### What is expected
From the entries, copy each line that includes "building".
-- Opening Marker --
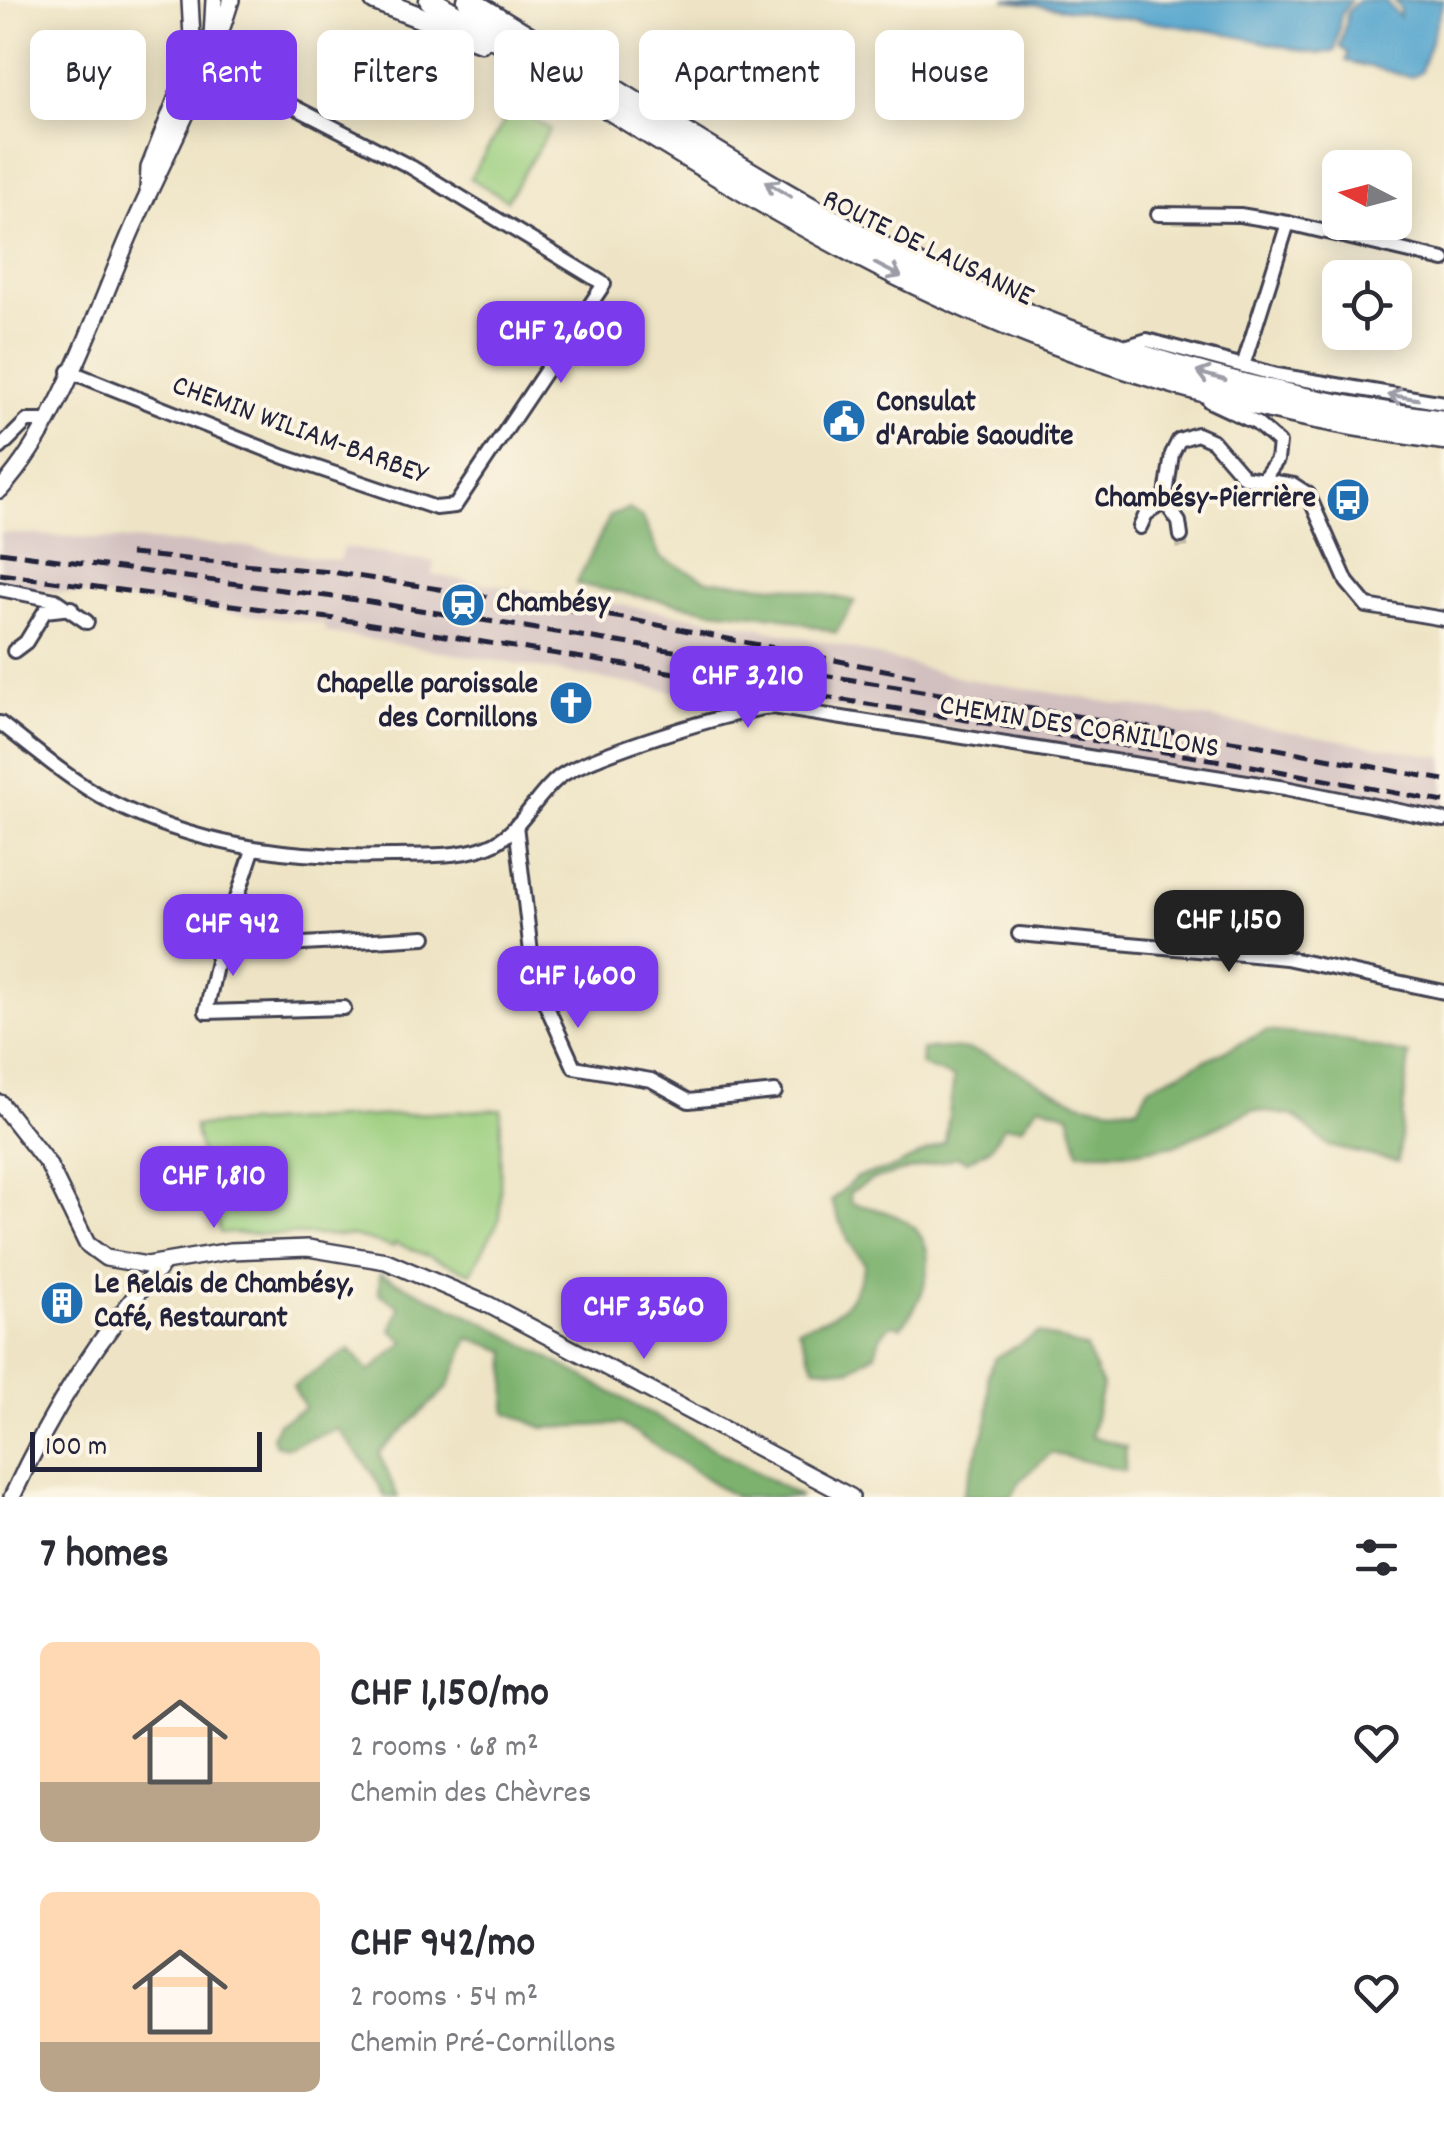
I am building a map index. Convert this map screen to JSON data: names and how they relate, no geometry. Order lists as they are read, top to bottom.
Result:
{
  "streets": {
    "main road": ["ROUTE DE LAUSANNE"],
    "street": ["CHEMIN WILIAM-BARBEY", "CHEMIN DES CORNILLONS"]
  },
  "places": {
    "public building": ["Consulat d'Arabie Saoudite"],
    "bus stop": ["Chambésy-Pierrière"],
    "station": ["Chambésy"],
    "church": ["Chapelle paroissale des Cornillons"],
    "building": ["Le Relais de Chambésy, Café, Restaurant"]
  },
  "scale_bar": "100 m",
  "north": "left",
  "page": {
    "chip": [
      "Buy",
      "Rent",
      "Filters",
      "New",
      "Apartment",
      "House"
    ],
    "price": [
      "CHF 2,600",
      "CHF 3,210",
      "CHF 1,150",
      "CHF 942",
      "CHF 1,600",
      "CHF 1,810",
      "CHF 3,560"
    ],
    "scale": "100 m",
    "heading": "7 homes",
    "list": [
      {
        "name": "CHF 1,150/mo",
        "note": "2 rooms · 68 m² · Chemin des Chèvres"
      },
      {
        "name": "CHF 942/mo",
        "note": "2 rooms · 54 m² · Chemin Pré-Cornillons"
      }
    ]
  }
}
-- Closing Marker --
### Your solution
I am building a map index. Convert this map screen to JSON data: names and how they relate, no geometry. Order lists as they are read, top to bottom.
    "public building": ["Consulat d'Arabie Saoudite"],
    "building": ["Le Relais de Chambésy, Café, Restaurant"]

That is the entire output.